All about headroom and mandatory patching before June 2019
This post was triggered upon rereading a blogpost by Mike Dietrich called databases need patched minimum april 2019. Mike’s blogpost makes it clear this is about databases that are connected using database links, and that:
– Newer databases do not need additional patching for this issue (11.2.0.4, 12.1.0.2, 12.2 and newer).
– Recent PSU patches contain a fix for certain older versions (11.1.0.7, 11.2.0.3 and 12.1.0.1).
– This means versions 11.2.0.2 and earlier 11.2 versions, 11.1.0.6 and earlier and anything at version 10 or earlier can not be fixed and thus are affected.
But what is the actual issue?
The first link in the article: Recommended patches and actions for Oracle databases versions 12.1.0.1, 11.2.0.3 and earlier – before June 2019 (Doc ID 2361478.1) provides essentially the same information as Mike’s blogpost, however it additionaly mentions that the interoperability of database clients with database servers is not affected.
Mike’s article mentions the following:
The alert refers to an SCN issue which came up a while ago.
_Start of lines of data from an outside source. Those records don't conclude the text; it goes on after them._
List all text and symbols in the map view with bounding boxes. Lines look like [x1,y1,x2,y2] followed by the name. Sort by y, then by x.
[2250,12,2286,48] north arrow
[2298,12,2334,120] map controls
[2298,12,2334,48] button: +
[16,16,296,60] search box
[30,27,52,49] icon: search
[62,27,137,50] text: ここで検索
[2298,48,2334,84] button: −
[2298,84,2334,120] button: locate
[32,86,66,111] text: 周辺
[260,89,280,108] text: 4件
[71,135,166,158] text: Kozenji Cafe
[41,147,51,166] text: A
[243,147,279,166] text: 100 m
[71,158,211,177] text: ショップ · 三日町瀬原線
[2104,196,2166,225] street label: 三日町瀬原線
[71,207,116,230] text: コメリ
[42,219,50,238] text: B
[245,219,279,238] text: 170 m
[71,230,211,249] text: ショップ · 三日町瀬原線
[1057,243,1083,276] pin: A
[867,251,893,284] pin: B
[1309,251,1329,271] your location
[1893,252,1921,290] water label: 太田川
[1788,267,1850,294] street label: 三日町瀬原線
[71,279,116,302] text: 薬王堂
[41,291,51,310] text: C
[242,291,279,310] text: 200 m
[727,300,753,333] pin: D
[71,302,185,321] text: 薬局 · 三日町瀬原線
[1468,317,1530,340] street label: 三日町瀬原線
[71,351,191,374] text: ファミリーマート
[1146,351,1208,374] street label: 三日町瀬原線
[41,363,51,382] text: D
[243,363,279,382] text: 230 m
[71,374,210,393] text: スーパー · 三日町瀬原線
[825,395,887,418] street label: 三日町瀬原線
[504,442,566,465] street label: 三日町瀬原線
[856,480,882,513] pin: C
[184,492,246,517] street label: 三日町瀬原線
The system change number (SCN) is a logical, internal timestamp used by the Oracle Database. SCNs order events that occur within the database, which is necessary to satisfy the ACID properties of a transaction. The database uses SCNs to query and track changes.
So I guess it has something to do with SCNs. Most of the links are about SCNs. The MOS article that is most descriptive is: System Change Number (SCN), Headroom, Security and Patch Information (Doc ID 1376995.1).
This article describes a lot of details:
– SCNs are necessary for the database to keep changes organised. I got an article that explains that SCNs are not unique to a transaction, but are “just” granular enough to keep changes organised.
– SCNs are an ever increasing number. SCNs are never decreased!
– SCNs have a hard limit, which version specific, and is based on the number of bits for the number:
– – The general limit is 2^48.
– – From version 12.2 on, with compatibility set to 12.2 or higher, the limit is 2^63.
– SCNs have a per second increasing soft limit, called ‘RSL’ or ‘reasonable SCN limit’, which is version specific:
– – The general soft limit is 16384 (16k) SCNs per second calculated by the number of second from Januari 1st, 1988 times 16384.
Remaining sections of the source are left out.